» **What you have to do**:
The expected output is each line in the data below that includes the string "dial".

BEGIN Provided records

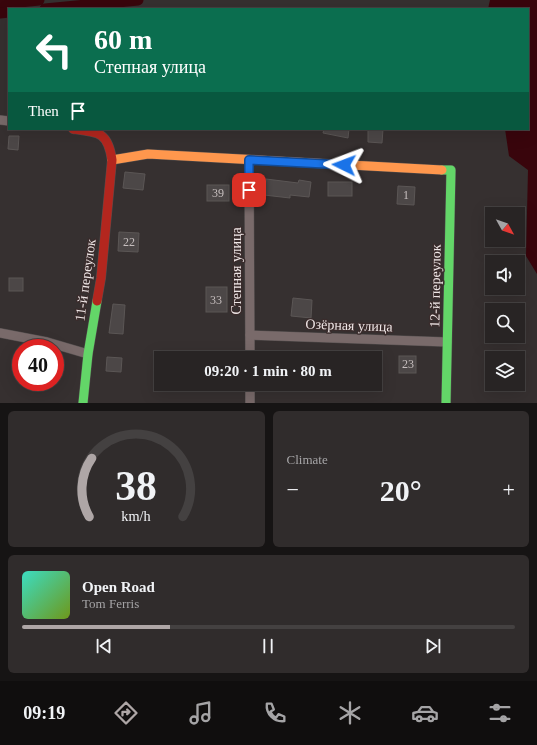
<!DOCTYPE html>
<meta charset="utf-8">
<style>
:root{--surface:#282424;--page:#302c2c;--text:#f1f3f6;--muted:#a5a4a6;--line:#444141;--accent:#aea6a6}
body{margin:0;font-family:Georgia,serif;background:var(--page);color:var(--text);height:100vh;display:flex;flex-direction:column;font-size:15px;white-space:nowrap}
*{box-sizing:border-box;margin:0}
p{font-size:13px;color:var(--muted)}
.icon{flex:none;width:22px;height:22px;fill:none;stroke:currentColor;stroke-width:2;stroke-linecap:round;stroke-linejoin:round}
.map{position:relative;height:403px;overflow:hidden}
.sheet{display:flex;flex-direction:column;gap:8px;padding:8px;background:#161414;flex:1}
.sheet>*{flex:none}
.hud{position:absolute;left:8px;top:8px;width:521px;height:122px;border-radius:0px;box-shadow:0 4px 16px #0002,0 0 0 1px var(--line);background:#0b6e4f;color:#fff;overflow:hidden}
.needle{width:26px;rotate:130deg}
.fabs{position:absolute;left:485px;top:207px;display:grid;gap:8px}
.fabs a{display:grid;place-items:center;width:40px;height:40px;border-radius:0px;background:var(--surface);box-shadow:0 4px 16px #0002,0 0 0 1px var(--line);font-size:20px}
.speed{position:absolute;left:12px;top:339px;display:flex;gap:8px;font-size:20px;font-weight:700;text-align:center}
.speed>*{display:grid;place-content:center;width:52px;height:52px;border-radius:50%;background:var(--surface);box-shadow:0 4px 16px #0002,0 0 0 1px var(--line);line-height:1}
.speed .limit{border:6px solid #d22;background:#fff;color:#111}
.pin{position:absolute;display:grid;place-items:center;width:34px;height:34px;color:#fff;margin:-17px;border-radius:8px;box-shadow:0 2px 6px #0006}
.me{position:absolute;width:44px;margin:-22px;rotate:273deg;stroke-linejoin:round;filter:drop-shadow(0 0 3px #0008)}
.turn{display:flex;align-items:center;gap:14px;height:84px;padding:0 20px;font-size:18px}
.turn .icon{width:52px;height:52px;stroke-width:2.5}
.turn b{display:block;font-size:28px;line-height:34px}
.then{display:flex;align-items:center;height:38px;padding:0 20px;background:#0003;gap:8px;font-size:15px}
.big{font-size:30px;font-weight:700;line-height:1.1}
.sheet .card{flex:1;display:flex;flex-direction:column;justify-content:center;gap:6px;min-width:0;padding:0 14px;border-radius:6px;background:var(--page)}
.sheet .dial{align-items:center;gap:0}
.dial svg{height:104px;overflow:visible;fill:none;stroke:var(--line);stroke-width:7;stroke-linecap:round;text-anchor:middle}
.dial text{fill:var(--text);stroke:none}
.song{display:flex;align-items:center;gap:12px}
.cover{width:48px;height:48px;border-radius:6px;background:linear-gradient(135deg,hsl(170 70% 55%),hsl(80 70% 35%))}
.played{height:4px;border-radius:2px;background:linear-gradient(90deg,var(--accent) 30%,var(--line) 30%)}
.keys{display:flex;justify-content:space-around;direction:ltr}
.heat{display:flex;justify-content:space-between;align-items:center;font-size:22px;direction:ltr}
.sheet .tiles{flex:1;display:grid;gap:8px;grid-template-columns:1fr 1fr}
.card:last-child{grid-column:span 2}
.trip{position:absolute;left:154px;top:351px;width:228px;height:40px;border-radius:0px;background:var(--surface);box-shadow:0 4px 16px #0002,0 0 0 1px var(--line);font-weight:700;line-height:40px;text-align:center}
.tabs{display:flex;height:64px;justify-content:space-around;align-items:center;background:#100e0e;color:var(--muted)}
.tabs .icon{width:28px;height:28px}
.tabs .active{color:var(--accent)}
.tabs b{font-size:18px;color:var(--text)}
.map>svg:first-child{display:block}
.water{fill:#39050c}
.lines{fill:none;stroke-linecap:round;stroke-linejoin:round}
.canal{stroke:#39050c;stroke-width:11}
.building{fill:#4c4747;stroke:#5b5655}
.street-casing{stroke:#534e4e;stroke-width:10}
.fast-casing{stroke:#534e4e;stroke-width:10}
.slow-casing{stroke:#534e4e;stroke-width:10}
.jam-casing{stroke:#534e4e;stroke-width:10}
.street{stroke:#796a6a;stroke-width:9}
.fast{stroke:#63d668;stroke-width:9}
.slow{stroke:#ff974d;stroke-width:9}
.jam{stroke:#b3261e;stroke-width:9}
.route-casing{stroke:#114b97;stroke-width:10}
.route{stroke:#1a73e8;stroke-width:7}
.labels{text-anchor:middle;stroke-width:3;stroke-linejoin:round;paint-order:stroke}
.number-label{font-size:12px;fill:#c6bebe}
.street-label{font-size:14px;fill:#efe6e6;stroke:#3a2c2c}
</style>
<div class="map">
<svg width="537" height="403" viewBox="0 0 537 403">
<rect width="100%" height="100%" fill="#363030"/>
<polygon class="water" points="490,0 537,0 537,274 526,256 528,170 509,156 505,129 528,129 528,9 488,9"/>
<g class="lines">
<g class="canal">
<polyline points="0,4 39,0"/>
<polyline points="45,9 138,0"/>
<polyline points="0,13 9,12"/>
</g>
</g>
<g class="building">
<polygon points="324,129 349,129 348,138 323,133"/>
<polygon points="368,129 383,129 382,143 368,142"/>
<polygon points="9,136 19,136 18,150 8,149"/>
<polygon points="125,172 145,174 143,190 123,188"/>
<polygon points="266,179 298,183 299,180 311,182 309,197 290,195 290,198 264,195"/>
<rect x="328" y="182" width="24" height="14"/>
<rect x="207" y="185" width="22" height="16"/>
<polygon points="398,186 415,187 414,205 397,204"/>
<polygon points="119,232 139,233 138,252 118,251"/>
<rect x="9" y="278" width="14" height="13"/>
<rect x="206" y="287" width="21" height="25"/>
<polygon points="293,298 312,300 311,318 291,316"/>
<polygon points="113,304 125,305 123,334 109,333"/>
<rect x="399" y="356" width="17" height="17"/>
<polygon points="107,357 122,358 121,372 106,371"/>
<polygon points="31,382 43,382 42,390 30,390"/>
</g>
<g class="lines">
<defs>
<g id="street">
<polyline points="0,120 9,121"/>
<polyline points="249,160 250,358"/>
<polyline points="0,333 47,342 88,354"/>
<polyline points="250,335 447,342"/>
<polyline points="250,384 250,403"/>
</g>
<g id="fast">
<polyline points="442,170 451,170 446,403"/>
<polyline points="83,403 88,354 97,301"/>
</g>
<polyline id="slow" points="112,160 148,154 442,170"/>
<path id="jam" d="M73,129C99,132 108,132 112,160L101,278L97,301"/>
</defs>
<use href="#street" class="street-casing"/>
<use href="#fast" class="fast-casing"/>
<use href="#slow" class="slow-casing"/>
<use href="#jam" class="jam-casing"/>
<use href="#street" class="street"/>
<use href="#fast" class="fast"/>
<use href="#slow" class="slow"/>
<use href="#jam" class="jam"/>
</g>
<g class="lines">
<defs>
<polyline id="route" points="249,190 249,160 344,165"/>
</defs>
<use href="#route" class="route-casing"/>
<use href="#route" class="route"/>
</g>
<g class="labels">
<g class="number-label">
<text x="218" y="197">39</text>
<text x="406" y="199">1</text>
<text x="129" y="246">22</text>
<text x="216" y="304">33</text>
<text x="408" y="368">23</text>
</g>
<g class="street-label">
<text transform="translate(236 271) rotate(-90)" y="5">Степная улица</text>
<text transform="translate(85 280) rotate(-82)" y="5">11-й переулок</text>
<text transform="translate(435 286) rotate(-89)" y="5">12-й переулок</text>
<text transform="translate(349 325) rotate(2)" y="5">Озёрная улица</text>
</g>
</g>
</svg>
<div class="fabs">
<a><svg class="needle" viewBox="-14 -14 28 28"><path d="M0-13l5 13h-10z" fill="#e53935"/><path d="M0 13l5-13h-10z" fill="#a5a4a6"/></svg></a>
<a><svg class="icon" aria-label="sound" viewBox="0 0 24 24"><path d="M4 9h4l5-4v14l-5-4H4zM17 9q2 3 0 6"/></svg></a>
<a><svg class="icon" aria-label="search" viewBox="0 0 24 24"><circle cx="10" cy="10" r="6"/><path d="M15 15l6 6"/></svg></a>
<a><svg class="icon" aria-label="layers" viewBox="0 0 24 24"><path d="M12 4l9 5-9 5-9-5zM3 14l9 5 9-5"/></svg></a>
</div>
<div class="speed"><div class="limit">40</div></div>
<div class="pin" style="left:249px;top:190px;background:#d93025"><svg class="icon" aria-label="arrive" viewBox="0 0 24 24"><path d="M6 21V4h12l-3 4 3 4H6"/></svg></div>
<svg class="me" style="left:344px;top:165px" viewBox="-20 -20 40 40"><path d="M0-17L14 15 0 8-14 15z" fill="#1a73e8" stroke="#fff" stroke-width="4"/></svg>
<div class="trip">09:20 · 1 min · 80 m</div>
<div class="hud">
<div class="turn"><svg class="icon" aria-label="left" viewBox="0 0 24 24"><path d="M17 20v-9H6M10 6l-5 5 5 5"/></svg><div><b>60 m</b>Степная улица</div></div>
<div class="then">Then<svg class="icon" aria-label="arrive" viewBox="0 0 24 24"><path d="M6 21V4h12l-3 4 3 4H6"/></svg></div>
</div>
</div>
<section class="sheet">
<div class="tiles">
<div class="card dial"><svg viewBox="0 0 100 80">
<path d="M14 69A42 42 0 1 1 86 69"/>
<path d="M14 69A42 42 0 0 1 16 24" stroke="#aea6a6"/>
<text x="50" y="56" font-size="32" font-weight="700">38</text>
<text x="50" y="72" font-size="11">km/h</text>
</svg></div>
<div class="card"><p>Climate</p>
<div class="heat"><a>−</a><b class="big">20°</b><a>+</a></div>
</div>
<div class="card">
<div class="song"><i class="cover"></i><div><b>Open Road</b><p>Tom Ferris</p></div></div>
<div class="played"></div>
<div class="keys"><svg class="icon" aria-label="previous" viewBox="0 0 24 24"><path d="M18 5L8 12l10 7zM5 5v14"/></svg><svg class="icon" aria-label="pause" viewBox="0 0 24 24"><path d="M8 5v14M16 5v14"/></svg><svg class="icon" aria-label="next" viewBox="0 0 24 24"><path d="M6 5l10 7-10 7zM19 5v14"/></svg></div>
</div>
</div>
</section>
<nav class="tabs">
<b>09:19</b>
<svg class="icon active" aria-label="directions" viewBox="0 0 24 24"><path d="M12 3l9 9-9 9-9-9zM9 14v-3h6M13 9l2 2-2 2"/></svg>
<svg class="icon" aria-label="music" viewBox="0 0 24 24"><path d="M9 18V5l10-2v13"/><circle cx="6" cy="18" r="3"/><circle cx="16" cy="16" r="3"/></svg>
<svg class="icon" aria-label="phone" viewBox="0 0 24 24"><path d="M5 4h4l2 5-3 2q2 4 5 5l2-3 5 2v4C11 20 4 13 5 4z"/></svg>
<svg class="icon" aria-label="climate" viewBox="0 0 24 24"><path d="M12 3v18M4 7l16 10M4 17L20 7"/></svg>
<svg class="icon" aria-label="car" viewBox="0 0 24 24"><path d="M5 17H2v-5l4-1 3-4h7l3 4 3 1v5h-3M9 17h6M6 11h13"/><circle cx="7" cy="17" r="2"/><circle cx="17" cy="17" r="2"/></svg>
<svg class="icon" aria-label="filters" viewBox="0 0 24 24"><path d="M4 7h16M4 17h16"/><circle cx="9" cy="7" r="2"/><circle cx="15" cy="17" r="2"/></svg>
</nav>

END Provided records

» **Output of the exercise**:
.sheet .dial{align-items:center;gap:0}
.dial svg{height:104px;overflow:visible;fill:none;stroke:var(--line);stroke-width:7;stroke-linecap:round;text-anchor:middle}
.dial text{fill:var(--text);stroke:none}
<div class="card dial"><svg viewBox="0 0 100 80">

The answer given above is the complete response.